>>>>>

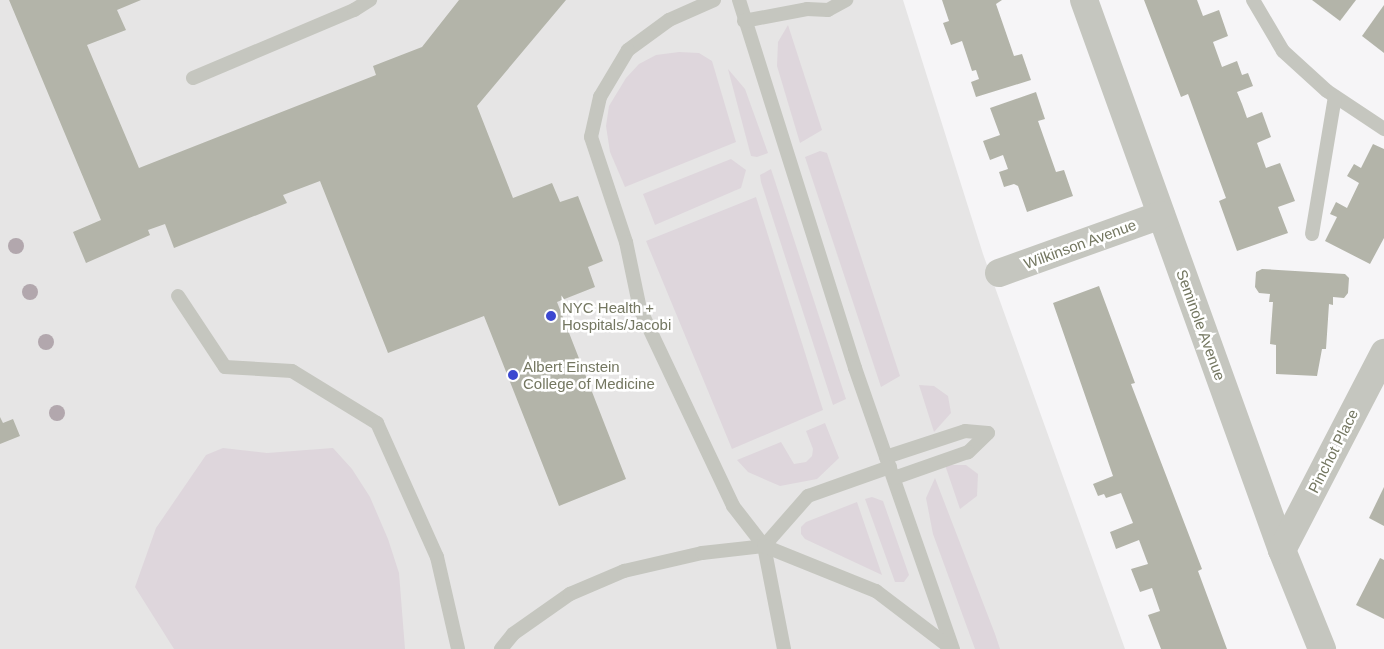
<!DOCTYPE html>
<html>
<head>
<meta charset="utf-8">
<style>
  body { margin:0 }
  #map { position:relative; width:1384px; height:649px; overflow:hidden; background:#f6f5f7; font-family:Helvetica,sans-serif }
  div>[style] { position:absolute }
  .built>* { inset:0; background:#e6e5e5 }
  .green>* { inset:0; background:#ded6dc }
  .building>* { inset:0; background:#b3b4a9 }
  .lane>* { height:14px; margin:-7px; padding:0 7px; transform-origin:7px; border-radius:7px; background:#c5c6bf }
  .street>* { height:28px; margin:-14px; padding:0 14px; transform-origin:14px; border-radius:14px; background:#c5c6bf }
  .trees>* { width:16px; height:16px; margin:-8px; border-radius:50%; background:#b2a7ad }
  .dots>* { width:14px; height:14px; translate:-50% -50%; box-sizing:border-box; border:2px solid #fff; border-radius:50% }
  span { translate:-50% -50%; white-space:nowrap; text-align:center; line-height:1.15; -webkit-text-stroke:5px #fff; paint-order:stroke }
  .street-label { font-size:15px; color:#747761 }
  .poi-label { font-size:15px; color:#747761 }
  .left { translate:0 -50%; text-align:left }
</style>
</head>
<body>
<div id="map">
  <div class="built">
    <div style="clip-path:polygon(0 0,903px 0,983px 254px,1125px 649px,0 649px)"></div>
  </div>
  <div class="green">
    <div style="clip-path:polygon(788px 25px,822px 130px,800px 143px,777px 66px,778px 42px)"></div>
    <div style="clip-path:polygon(679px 52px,699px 53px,712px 61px,736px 142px,625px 187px,610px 152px,606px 126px,609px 106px,626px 78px,639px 64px,656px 55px)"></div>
    <div style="clip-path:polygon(728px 69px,745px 89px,768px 153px,757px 157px,751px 156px)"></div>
    <div style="clip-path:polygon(820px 151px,827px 153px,900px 376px,881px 387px,805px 157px)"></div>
    <div style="clip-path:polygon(731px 159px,746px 170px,741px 188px,655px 225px,643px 194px)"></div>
    <div style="clip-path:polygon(771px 169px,846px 399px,833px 405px,761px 182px,760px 175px)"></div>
    <div style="clip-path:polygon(756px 197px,823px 410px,732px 449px,646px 241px)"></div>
    <div style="clip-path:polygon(919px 385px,934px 386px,948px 396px,951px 413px,934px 432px)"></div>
    <div style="clip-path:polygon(825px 423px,839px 458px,817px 479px,780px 486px,748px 472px,737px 460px,781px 442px,794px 464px,806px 462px,812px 456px,813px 449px,806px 431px)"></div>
    <div style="clip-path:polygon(223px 448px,267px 453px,333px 448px,352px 469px,370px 497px,388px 539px,399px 573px,405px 649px,174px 649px,135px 587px,156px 528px,206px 455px)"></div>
    <div style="clip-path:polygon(945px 465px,966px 465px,978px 474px,977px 496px,960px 509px)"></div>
    <div style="clip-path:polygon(935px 478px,995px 634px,1000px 649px,975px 649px,933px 534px,926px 498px)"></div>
    <div style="clip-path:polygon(872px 497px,883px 501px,909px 575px,904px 582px,895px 582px,865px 499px)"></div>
    <div style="clip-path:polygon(857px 502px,882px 575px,805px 539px,801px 534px,801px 527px,806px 522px)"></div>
  </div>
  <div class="building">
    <div style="clip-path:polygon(9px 0,141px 0,117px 10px,126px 30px,87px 45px,139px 168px,376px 75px,373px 66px,422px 47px,459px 0,566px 0,477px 106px,513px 198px,552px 183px,560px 202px,578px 196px,603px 261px,588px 267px,595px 287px,557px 302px,626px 479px,559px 506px,484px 316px,388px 353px,320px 181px,283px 195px,287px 203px,174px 248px,165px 224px,148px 230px,150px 235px,86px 263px,73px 232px,101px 220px)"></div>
    <div style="clip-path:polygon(942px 0,1002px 0,996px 4px,1014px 56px,1022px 54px,1031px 80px,976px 97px,971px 82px,979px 79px,976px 70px,972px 71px,962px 41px,951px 45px,943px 23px,949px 21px)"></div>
    <div style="clip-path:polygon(1144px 0,1197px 0,1203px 16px,1219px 10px,1228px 36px,1213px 42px,1222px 67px,1237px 61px,1242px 75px,1248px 73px,1253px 86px,1237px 92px,1242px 104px,1247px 118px,1262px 112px,1271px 137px,1257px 143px,1266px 168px,1280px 163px,1295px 201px,1278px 207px,1288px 233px,1237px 251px,1219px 201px,1226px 198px,1188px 94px,1181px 97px)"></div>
    <div style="clip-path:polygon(1312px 0,1356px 0,1340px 21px)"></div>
    <div style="clip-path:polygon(1384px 5px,1384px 53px,1362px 36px)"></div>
    <div style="clip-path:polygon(1036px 92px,1045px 119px,1038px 121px,1056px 172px,1064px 170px,1073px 196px,1027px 212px,1018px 186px,1014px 184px,1004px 187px,999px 172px,1008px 169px,1003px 155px,990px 160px,983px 141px,1000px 135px,990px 108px)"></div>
    <div style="clip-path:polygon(1373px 144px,1384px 149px,1384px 238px,1370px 264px,1325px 241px,1337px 217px,1330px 214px,1336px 202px,1347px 208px,1359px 183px,1347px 176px,1354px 164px,1361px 168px)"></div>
    <div style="clip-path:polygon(1262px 269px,1345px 274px,1349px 278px,1348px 293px,1344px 298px,1333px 297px,1333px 305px,1329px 304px,1326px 349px,1322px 349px,1317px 376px,1276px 374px,1276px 345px,1270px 344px,1273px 302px,1269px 302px,1270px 294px,1259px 293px,1255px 287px,1256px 272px)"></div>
    <div style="clip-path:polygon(1099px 286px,1135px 383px,1131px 384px,1202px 569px,1198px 571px,1227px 649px,1161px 649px,1148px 615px,1160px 611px,1152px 588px,1140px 592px,1131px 569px,1148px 564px,1139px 540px,1116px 549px,1110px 532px,1133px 523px,1121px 493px,1106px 498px,1104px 494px,1098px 496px,1093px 484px,1113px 476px,1053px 303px)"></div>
    <div style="clip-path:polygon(0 417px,3px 423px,13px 419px,20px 436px,0 444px)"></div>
    <div style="clip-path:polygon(1384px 487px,1384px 526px,1369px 518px)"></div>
    <div style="clip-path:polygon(1380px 558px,1384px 560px,1384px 619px,1356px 605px)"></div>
  </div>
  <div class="lane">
    <div style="left:714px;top:0;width:49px;rotate:156deg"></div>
    <div style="left:669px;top:20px;width:51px;rotate:143.8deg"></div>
    <div style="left:628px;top:50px;width:55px;rotate:120.8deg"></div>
    <div style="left:600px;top:97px;width:41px;rotate:102.7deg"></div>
    <div style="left:591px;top:137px;width:111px;rotate:71.6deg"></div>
    <div style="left:626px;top:242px;width:68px;rotate:78.2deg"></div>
    <div style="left:640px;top:309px;width:218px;rotate:64.7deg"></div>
    <div style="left:733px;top:506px;width:51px;rotate:52.2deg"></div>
    <div style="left:764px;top:546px;width:105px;rotate:79deg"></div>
    <div style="left:739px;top:0;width:386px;rotate:72.5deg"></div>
    <div style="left:855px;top:368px;width:298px;rotate:70.8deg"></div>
    <div style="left:1253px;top:0;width:59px;rotate:59.5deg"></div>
    <div style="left:1283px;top:51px;width:59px;rotate:42.3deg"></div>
    <div style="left:1327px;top:91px;width:69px;rotate:33.7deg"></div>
    <div style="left:744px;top:21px;width:64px;rotate:-10.8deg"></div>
    <div style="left:807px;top:9px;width:21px;rotate:3deg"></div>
    <div style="left:828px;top:10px;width:21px;rotate:-29deg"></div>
    <div style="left:193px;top:78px;width:175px;rotate:-22.9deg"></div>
    <div style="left:354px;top:10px;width:19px;rotate:-32deg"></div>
    <div style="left:1312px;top:234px;width:139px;rotate:-80.5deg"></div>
    <div style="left:178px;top:296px;width:85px;rotate:56.5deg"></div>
    <div style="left:225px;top:367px;width:67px;rotate:3.4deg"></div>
    <div style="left:292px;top:371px;width:100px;rotate:31.5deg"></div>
    <div style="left:377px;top:423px;width:147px;rotate:65.9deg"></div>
    <div style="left:437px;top:557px;width:94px;rotate:77.1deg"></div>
    <div style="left:886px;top:457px;width:83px;rotate:-18.2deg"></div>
    <div style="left:965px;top:431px;width:23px;rotate:5deg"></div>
    <div style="left:988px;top:433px;width:28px;rotate:136deg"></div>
    <div style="left:968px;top:452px;width:78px;rotate:160.6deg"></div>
    <div style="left:764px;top:546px;width:67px;rotate:-48.7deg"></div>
    <div style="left:808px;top:496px;width:87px;rotate:-19.5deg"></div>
    <div style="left:501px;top:649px;width:19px;rotate:-51deg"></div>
    <div style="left:513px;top:634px;width:70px;rotate:-35.1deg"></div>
    <div style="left:570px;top:594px;width:59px;rotate:-23.1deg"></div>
    <div style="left:624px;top:571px;width:80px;rotate:-13deg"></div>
    <div style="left:702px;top:553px;width:62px;rotate:-6.4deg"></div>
    <div style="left:764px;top:546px;width:121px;rotate:21.9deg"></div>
    <div style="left:876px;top:591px;width:96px;rotate:37.3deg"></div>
  </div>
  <div class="street">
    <div style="left:1084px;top:0;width:585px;rotate:70.2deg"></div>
    <div style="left:1282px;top:550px;width:107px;rotate:68deg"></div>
    <div style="left:999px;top:273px;width:172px;rotate:-19.7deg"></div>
    <div style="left:1282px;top:550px;width:222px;rotate:-62.6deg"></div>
  </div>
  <div class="trees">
    <div style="left:16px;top:246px"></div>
    <div style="left:30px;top:292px"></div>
    <div style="left:46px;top:342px"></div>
    <div style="left:57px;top:413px"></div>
  </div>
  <div class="dots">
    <div style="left:551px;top:316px;background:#3c48d0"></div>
    <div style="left:513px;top:375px;background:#3c48d0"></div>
  </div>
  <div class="street-label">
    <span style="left:1080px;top:244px;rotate:-20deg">Wilkinson Avenue</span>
    <span style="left:1201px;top:325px;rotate:70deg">Seminole Avenue</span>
    <span style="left:1333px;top:451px;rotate:-63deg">Pinchot Place</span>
  </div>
  <div class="poi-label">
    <span class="left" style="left:562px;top:316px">NYC Health +<br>Hospitals/Jacobi</span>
    <span class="left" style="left:523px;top:375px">Albert Einstein<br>College of Medicine</span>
  </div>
</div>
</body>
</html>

<<<<<

What you are asked to do :: Begin at the first line of the data above and repeat each line exactly, stopping after the line containing "width:14px; height:14px; translate:-50%". Omit the pictures.

Result for this task ::
<!DOCTYPE html>
<html>
<head>
<meta charset="utf-8">
<style>
  body { margin:0 }
  #map { position:relative; width:1384px; height:649px; overflow:hidden; background:#f6f5f7; font-family:Helvetica,sans-serif }
  div>[style] { position:absolute }
  .built>* { inset:0; background:#e6e5e5 }
  .green>* { inset:0; background:#ded6dc }
  .building>* { inset:0; background:#b3b4a9 }
  .lane>* { height:14px; margin:-7px; padding:0 7px; transform-origin:7px; border-radius:7px; background:#c5c6bf }
  .street>* { height:28px; margin:-14px; padding:0 14px; transform-origin:14px; border-radius:14px; background:#c5c6bf }
  .trees>* { width:16px; height:16px; margin:-8px; border-radius:50%; background:#b2a7ad }
  .dots>* { width:14px; height:14px; translate:-50% -50%; box-sizing:border-box; border:2px solid #fff; border-radius:50% }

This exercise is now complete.